Ever tried to wrangle a fitted sheet into a neatly folded square to slip into your linen closet? Or struggled to stretch a too-small fitted sheet onto an oversized mattress? Molly de Vries of Mill Valley-based Ambatalia has a solution: the furoshiki-inspired bottom sheet. Furoshiki is a centuries-old tradition of knotting squares or rectangles of cloth into parcels for transporting belongings and presents. By applying the principles to bedding, you “simply tie a knot at each corner of a flat sheet and tuck it under the mattress,” she says. “The knot will form a pleat at the corner that holds the sheet in place.”
Molly’s Furoshiki line of bedding is available in white reclaimed Irish linen sheeting or in natural Texas organic cotton. Stay tuned; she’ll be taking orders at the Remodelista Holiday Market in San Francisco on December 12th and 13th; or contact Molly directly at Ambatalia for ordering information.

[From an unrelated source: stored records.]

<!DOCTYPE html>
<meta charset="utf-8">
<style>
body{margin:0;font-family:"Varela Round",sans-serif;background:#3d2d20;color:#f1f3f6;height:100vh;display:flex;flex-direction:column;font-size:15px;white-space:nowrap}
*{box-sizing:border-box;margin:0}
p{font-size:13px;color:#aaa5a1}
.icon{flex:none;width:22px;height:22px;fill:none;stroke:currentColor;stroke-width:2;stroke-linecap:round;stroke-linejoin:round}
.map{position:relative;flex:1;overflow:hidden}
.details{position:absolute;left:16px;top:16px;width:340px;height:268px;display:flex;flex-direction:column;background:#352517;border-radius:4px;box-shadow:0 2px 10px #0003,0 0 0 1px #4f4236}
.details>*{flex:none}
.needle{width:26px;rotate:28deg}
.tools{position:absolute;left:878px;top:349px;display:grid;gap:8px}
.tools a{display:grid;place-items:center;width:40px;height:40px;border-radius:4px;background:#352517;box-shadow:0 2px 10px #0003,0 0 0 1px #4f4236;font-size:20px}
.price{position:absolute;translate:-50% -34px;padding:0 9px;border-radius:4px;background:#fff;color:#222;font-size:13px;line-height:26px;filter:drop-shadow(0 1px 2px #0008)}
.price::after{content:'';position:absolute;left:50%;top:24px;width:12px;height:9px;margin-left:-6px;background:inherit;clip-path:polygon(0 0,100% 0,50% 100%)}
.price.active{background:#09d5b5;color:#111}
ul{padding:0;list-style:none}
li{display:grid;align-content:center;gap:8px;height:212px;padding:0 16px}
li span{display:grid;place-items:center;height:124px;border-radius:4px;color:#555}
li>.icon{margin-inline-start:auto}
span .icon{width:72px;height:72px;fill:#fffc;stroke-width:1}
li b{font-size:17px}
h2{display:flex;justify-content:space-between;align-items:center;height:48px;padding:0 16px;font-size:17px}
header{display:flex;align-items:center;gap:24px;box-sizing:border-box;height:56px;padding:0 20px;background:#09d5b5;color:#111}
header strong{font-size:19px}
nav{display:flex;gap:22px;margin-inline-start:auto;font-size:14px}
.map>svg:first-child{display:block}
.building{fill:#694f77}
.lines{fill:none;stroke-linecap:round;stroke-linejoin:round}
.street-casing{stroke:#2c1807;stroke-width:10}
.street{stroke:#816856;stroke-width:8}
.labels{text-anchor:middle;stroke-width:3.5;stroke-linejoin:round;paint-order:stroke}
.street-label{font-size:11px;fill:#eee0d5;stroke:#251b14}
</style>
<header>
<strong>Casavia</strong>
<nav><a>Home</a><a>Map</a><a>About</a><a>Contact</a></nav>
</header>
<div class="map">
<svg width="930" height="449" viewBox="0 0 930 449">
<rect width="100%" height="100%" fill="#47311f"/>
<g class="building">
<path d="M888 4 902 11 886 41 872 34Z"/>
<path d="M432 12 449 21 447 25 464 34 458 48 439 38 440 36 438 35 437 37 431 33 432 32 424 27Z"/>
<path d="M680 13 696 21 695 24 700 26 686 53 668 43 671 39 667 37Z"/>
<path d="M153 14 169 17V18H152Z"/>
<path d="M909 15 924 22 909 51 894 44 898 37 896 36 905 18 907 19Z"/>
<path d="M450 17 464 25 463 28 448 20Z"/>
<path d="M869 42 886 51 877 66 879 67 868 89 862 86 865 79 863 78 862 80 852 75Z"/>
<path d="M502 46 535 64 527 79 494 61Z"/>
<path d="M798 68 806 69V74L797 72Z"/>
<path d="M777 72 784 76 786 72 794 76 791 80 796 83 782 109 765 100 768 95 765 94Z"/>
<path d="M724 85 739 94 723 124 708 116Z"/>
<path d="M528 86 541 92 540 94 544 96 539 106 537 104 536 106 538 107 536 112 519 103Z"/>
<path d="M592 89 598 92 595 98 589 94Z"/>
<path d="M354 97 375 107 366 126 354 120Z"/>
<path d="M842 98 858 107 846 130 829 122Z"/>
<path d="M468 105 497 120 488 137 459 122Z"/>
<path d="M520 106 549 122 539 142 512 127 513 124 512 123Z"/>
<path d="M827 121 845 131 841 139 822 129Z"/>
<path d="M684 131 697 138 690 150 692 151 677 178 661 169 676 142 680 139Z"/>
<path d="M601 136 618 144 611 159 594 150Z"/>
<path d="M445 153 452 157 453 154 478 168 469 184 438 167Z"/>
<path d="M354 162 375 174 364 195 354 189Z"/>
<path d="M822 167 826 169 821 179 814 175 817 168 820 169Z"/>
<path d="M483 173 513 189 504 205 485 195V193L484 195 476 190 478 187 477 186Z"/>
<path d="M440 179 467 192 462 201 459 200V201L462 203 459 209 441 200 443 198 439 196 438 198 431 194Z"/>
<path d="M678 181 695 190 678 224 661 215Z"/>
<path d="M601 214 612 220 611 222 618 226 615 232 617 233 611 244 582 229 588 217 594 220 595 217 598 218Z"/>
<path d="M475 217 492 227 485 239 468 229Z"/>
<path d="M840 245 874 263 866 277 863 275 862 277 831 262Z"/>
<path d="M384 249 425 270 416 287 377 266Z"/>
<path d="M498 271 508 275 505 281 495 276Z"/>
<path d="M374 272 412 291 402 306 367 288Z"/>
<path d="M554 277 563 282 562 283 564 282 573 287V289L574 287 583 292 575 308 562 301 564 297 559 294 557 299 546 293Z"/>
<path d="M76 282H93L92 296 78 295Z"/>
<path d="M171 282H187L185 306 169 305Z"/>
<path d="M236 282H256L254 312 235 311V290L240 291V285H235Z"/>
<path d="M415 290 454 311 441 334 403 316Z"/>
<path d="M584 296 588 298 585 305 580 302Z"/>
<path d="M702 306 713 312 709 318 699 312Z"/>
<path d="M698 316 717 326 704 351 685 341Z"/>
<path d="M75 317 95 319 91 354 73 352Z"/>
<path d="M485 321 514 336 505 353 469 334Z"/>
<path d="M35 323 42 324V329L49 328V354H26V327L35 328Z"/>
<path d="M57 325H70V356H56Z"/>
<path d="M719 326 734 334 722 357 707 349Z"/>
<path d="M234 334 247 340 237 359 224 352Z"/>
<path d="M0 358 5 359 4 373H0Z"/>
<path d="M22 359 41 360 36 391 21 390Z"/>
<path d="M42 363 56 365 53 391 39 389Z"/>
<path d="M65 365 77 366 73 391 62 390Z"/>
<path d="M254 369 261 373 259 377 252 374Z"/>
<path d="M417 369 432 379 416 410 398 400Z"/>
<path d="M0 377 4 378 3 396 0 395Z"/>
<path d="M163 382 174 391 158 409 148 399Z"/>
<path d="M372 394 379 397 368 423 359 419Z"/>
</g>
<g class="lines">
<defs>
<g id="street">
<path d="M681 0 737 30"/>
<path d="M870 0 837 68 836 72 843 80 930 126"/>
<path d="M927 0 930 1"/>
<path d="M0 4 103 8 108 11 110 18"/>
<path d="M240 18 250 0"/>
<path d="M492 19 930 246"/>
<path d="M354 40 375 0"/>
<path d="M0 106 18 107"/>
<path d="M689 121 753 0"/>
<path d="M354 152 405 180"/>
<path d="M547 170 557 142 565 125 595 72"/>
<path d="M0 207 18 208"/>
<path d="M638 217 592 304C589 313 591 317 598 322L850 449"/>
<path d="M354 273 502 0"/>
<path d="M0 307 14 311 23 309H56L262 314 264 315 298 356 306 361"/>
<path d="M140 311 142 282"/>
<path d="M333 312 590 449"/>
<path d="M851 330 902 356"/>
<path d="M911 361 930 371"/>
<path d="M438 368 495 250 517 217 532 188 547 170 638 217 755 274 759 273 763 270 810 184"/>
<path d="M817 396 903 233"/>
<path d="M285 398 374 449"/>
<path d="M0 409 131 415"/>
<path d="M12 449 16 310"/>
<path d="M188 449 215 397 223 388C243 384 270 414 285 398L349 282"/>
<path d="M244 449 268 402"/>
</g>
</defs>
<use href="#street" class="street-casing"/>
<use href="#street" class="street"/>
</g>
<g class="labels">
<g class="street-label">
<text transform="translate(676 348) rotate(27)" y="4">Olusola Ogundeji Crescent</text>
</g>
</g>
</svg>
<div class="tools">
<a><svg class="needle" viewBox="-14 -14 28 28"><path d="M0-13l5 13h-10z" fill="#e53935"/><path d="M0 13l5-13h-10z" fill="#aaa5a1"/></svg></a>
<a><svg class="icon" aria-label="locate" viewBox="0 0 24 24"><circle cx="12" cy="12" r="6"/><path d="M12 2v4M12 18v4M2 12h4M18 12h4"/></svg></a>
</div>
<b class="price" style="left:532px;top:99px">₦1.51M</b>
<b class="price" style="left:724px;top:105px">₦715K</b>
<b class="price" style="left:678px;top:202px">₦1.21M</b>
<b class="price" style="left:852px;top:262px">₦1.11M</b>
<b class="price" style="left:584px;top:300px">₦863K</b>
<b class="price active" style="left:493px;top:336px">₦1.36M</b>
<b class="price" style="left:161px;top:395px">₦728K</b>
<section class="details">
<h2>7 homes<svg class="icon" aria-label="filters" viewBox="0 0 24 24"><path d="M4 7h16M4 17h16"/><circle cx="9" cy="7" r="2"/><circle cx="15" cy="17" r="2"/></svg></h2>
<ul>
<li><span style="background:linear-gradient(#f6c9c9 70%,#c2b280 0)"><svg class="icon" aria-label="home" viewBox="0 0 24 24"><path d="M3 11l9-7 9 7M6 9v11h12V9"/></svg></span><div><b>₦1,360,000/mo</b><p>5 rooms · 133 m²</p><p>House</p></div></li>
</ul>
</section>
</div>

Photography by Alyson Sharon.
Above: The bedding is available in white reclaimed Irish linen sheeting or in natural Texas organic cotton.
Above: Molly’s Fade pillowcases are made from reclaimed white Irish linen and tinted with local plant dyes.”They will fade from dark to light over time,” she says.
Above: A detail of the Fade pillowcase.
Above: A detail of the furoshiki knot, which can be left as is or tucked under the mattress.